Buteera prioritized politeness (decorum) over principle (doctrine) and will be remembered for worsening backlog. His departure is a welcome opportunity for the judiciary to reclaim its integrity.

It is time for our judiciary to move on from Buteera’s ‘Mr Nice Guy’ legacy and its entrenched transactional culture. Buteera’s retirement is not an occasion for nostalgia.

It is rather a belated opportunity for our throttled judiciary to begin the arduous process of reclaiming its independence and integrity: an essential first step towards a judiciary that serves justice rather than power.

The departure of Buteera must mark the beginning, not the end, of our vigilance as the Radical New Bar. Never again should the rule of law be honoured through hollow ceremonies celebrating those who have spent careers undermining it.

The author is the president of Uganda Law Society.

5 replies on “Is Justice Buteera’s retirement the end of an error?”

  1. Well said Mr. President. The article was exceptionally well-written and offered a fresh perspective.
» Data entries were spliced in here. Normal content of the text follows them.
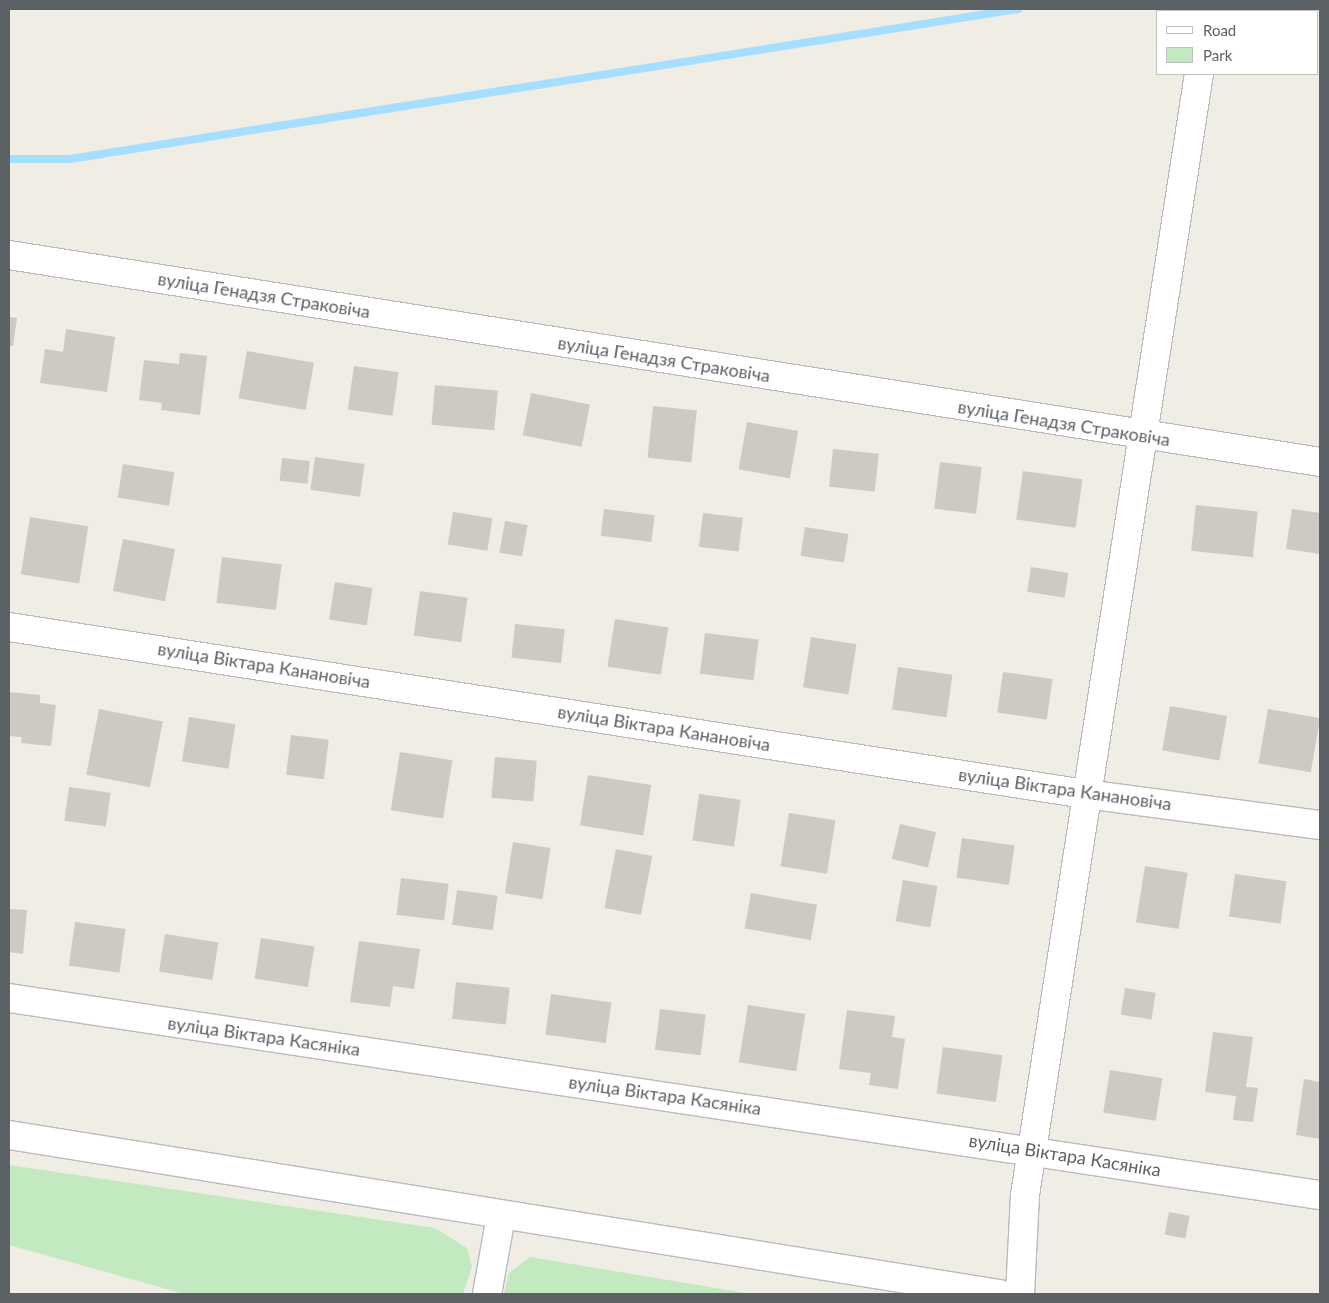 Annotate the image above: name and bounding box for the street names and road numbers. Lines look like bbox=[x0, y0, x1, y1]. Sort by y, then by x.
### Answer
street label: вуліца Генадзя Страковіча bbox=[156, 268, 372, 322]
street label: вуліца Генадзя Страковіча bbox=[556, 332, 772, 386]
street label: вуліца Генадзя Страковіча bbox=[956, 396, 1172, 450]
street label: вуліца Віктара Канановіча bbox=[156, 638, 372, 692]
street label: вуліца Віктара Канановіча bbox=[556, 701, 772, 755]
street label: вуліца Віктара Канановіча bbox=[957, 763, 1173, 815]
street label: вуліца Віктара Касяніка bbox=[166, 1012, 362, 1060]
street label: вуліца Віктара Касяніка bbox=[567, 1071, 763, 1119]
street label: вуліца Віктара Касяніка bbox=[967, 1129, 1163, 1181]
I appreciate the clarity and depth of your work.”

  2. Semakadde: “It is rather a belated opportunity for our throttled judiciary to begin the arduous process of reclaiming its independence and integrity: an essential first step towards a judiciary that serves justice rather than power.” Unfortunately, there can’t be a belated opportunity for our throttled judiciary to begin the arduous process of reclaiming its independence and integrity. This can’t be an essential first step towards a judiciary that serves justice rather than power. That can’t happen under M7’s autocratic rule. For 40 years, and still counting, M7 has done nothing but to make certain that [essentially] the judiciary only serves the power. That’ll continue to be the case regardless of who replaces Buteera.
    In my view, the problem is not Buteera. In other words, Buteera isn’t the root cause of lack of rule of law in Uganda. M7 [is] the problem and the root cause. As long as M7 still owns Uganda outright, the entire govt, executive, parliament and judiciary shall remain and/or continue to serve the power [M7]. Period.

  3. Fellow Ugandans let’s not settle for replacements and/or changes of insignificant and meaningless individuals like Buteera. Even justice Kavuma was replaced. Chief of organized criminals Katurebe was also replaced by Dollo. I could go on and on. However, all those replacements are insignificant and meaningless because, they’re simply symptoms rather than the root cause. Our illness is M7. Ever since M7 came on the political scene, Uganda has never been the same. And since M7 captured our state by means of the gun and violence 1n 1986, things are only getting worse each and every day with no end in sight. To make matters worse, ever since Kyagulanyi came on the political scene to challenge M7 and declared that M7 is not the problem but Besigye who challenged M7 4 times and lost. In disguise to make money, Kyagulanyi made us believe that he was the real deal to the extent of motivating the youth that we, the people, have the power, which we do. However, Kyagulanyi assured us that there’s democracy in Uganda, but Besigye is the problem. So, Kyagulanyi replaced Besigye as the leading opposition figure and NUP replaced FDC as the leading opposition party in parliament. To Kyagulanyi, mission accomplished. Guess what? Now, all hope for change has completely despaired and we’re settling and celebrating for insignificant and meaningless replacements of individuals in the judiciary such as Buteera and Senyonyi as LoP in parliament!